Here was a seemingly mentally competent adult recommending that we force a
largely minority population to go out in the fields and pick lettuce and
cotton. You wanted to hit him over the head and scream: Is this ringing any
bells, Representative Rohrabacher? Are we repealing the Emancipation
Proclamation, too?
But this week the action moved over to the Senate, where pomposity generally
has a restraining influence on stupidity. And indeed the major bill in the
Senate, first conceived by John McCain and Ted Kennedy and refined by Arlen
Specter, was immediately more sensible than anything that had emerged from
the House.
The Specter bill acknowledged a few realities. First, a highly skilled
nation like ours needs to import unskilled workers to do miserable jobs.
Second, government is simply not powerful enough to hold off the global
economy. You cannot build a wall around the United States that will
successfully keep out the workers the U.S. economy demands.
The Specter bill balanced border enforcement with worker programs. It would
build sluice gates regulating the flow of immigrants, not a wall.
But the Specter bill didn't have enough Republican support to pass. So an
amazing thing happened. Senators tried to find a viable center.
Mel Martinez and Chuck Hagel forged a compromise proposal. McCain and
Kennedy latched on. So did Bill Frist (who decided he'd swung too far over
toward the anti-immigrant crowd) and the White House.
This proposal also recognized some realities, namely that the longer an
immigrant is here, the more valuable to America he or she becomes. New
immigrants are going through the shocks of assimilation. But veteran
immigrants, even illegals, usually have excellent work records. They've put
down roots. Their children are golden. These U.S.-born children go on to
earn as much as children of natives, and pay taxes that compensate for the
welfare costs of the first generation.
The Martinez-Hagel compromise would allow illegals who have been in the
country five years to work toward citizenship, while imposing a higher
hurdle for those who haven't. The measure was sufficiently tough to win
support from 15 or so Republicans who couldn't support the Specter bill.
The Republicans were delighted with their progress, but then ran into
trouble with the Democrats. At first they blamed the Democrats' lack of
response on Harry Reid's desire to deny Republicans a victory. But then it
became evident that the unions and other Democrats had leapt up to oppose
the compromise because it might give legal status to illegal workers already
here. The unions have a semilegitimate concern that large numbers of these
workers lower wages for U.S. workers. This is probably true, but the effect
is so modest that after thousands of studies, reputable economists have not
been able to agree upon how much wages are reduced or even if they are at
all.
Senate Democrats were also afraid that a half-baked Senate measure would be
ripped apart in conference by Jim Sensenbrenner, the House negotiator who in
past conferences has eaten senators for breakfast and cleaned his teeth with
their bones.
What happened next is comprehensible only to devotees of the Senate. A
trifling few differences about substance erupted into a furious disagreement
about who would control the schedule on the floor.
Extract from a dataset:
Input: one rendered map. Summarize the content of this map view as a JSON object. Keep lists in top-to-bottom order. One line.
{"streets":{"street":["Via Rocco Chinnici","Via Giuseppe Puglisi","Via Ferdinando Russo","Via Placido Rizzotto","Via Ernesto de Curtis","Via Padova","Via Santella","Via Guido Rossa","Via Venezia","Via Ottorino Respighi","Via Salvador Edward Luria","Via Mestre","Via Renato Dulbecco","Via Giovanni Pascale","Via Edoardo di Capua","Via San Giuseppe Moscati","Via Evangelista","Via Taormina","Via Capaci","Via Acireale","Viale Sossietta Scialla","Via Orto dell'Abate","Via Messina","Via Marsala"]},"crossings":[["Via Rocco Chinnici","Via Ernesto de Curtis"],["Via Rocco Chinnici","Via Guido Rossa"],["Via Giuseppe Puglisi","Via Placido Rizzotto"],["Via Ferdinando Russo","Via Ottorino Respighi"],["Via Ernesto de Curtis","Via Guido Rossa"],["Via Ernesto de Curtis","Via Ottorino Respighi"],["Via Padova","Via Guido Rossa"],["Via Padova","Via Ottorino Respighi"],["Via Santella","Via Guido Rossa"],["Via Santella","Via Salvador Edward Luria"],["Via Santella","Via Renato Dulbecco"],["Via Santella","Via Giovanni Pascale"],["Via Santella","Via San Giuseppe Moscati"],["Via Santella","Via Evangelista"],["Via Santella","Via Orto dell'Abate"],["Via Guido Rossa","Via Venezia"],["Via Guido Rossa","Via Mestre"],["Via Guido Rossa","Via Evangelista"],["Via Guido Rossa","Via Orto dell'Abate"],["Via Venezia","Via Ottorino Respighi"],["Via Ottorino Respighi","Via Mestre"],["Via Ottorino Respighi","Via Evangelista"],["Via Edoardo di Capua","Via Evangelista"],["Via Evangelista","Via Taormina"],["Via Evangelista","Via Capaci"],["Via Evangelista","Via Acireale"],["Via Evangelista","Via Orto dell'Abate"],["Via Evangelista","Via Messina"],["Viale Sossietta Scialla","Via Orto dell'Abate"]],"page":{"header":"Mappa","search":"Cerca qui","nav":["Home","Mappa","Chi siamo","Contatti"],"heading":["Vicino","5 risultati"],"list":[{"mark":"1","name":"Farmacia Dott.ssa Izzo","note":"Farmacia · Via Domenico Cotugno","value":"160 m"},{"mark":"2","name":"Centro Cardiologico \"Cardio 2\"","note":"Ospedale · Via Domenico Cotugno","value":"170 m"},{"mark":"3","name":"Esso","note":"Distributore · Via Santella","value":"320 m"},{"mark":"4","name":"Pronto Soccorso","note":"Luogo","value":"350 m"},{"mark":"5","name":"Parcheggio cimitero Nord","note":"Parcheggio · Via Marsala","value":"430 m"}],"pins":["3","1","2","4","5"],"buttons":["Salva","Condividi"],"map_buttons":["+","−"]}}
As darkness settled last night, aides were boiling with frustration and
ladling precriminations to me over the phone. Nobody could quite put their
finger on exactly what was holding up a deal. And yet the Democrats might
end up defeating a liberal immigration bill over a trifle.
"This is the sweet-spot deal," said the immigration expert Tamar Jacoby. "It
makes moral sense. It makes practical sense. It's a little convoluted, but
it's workable. If it fails, what a shame."
The House may be vulgar, but at least that body gets things done.
Bob Herbert is on vacation.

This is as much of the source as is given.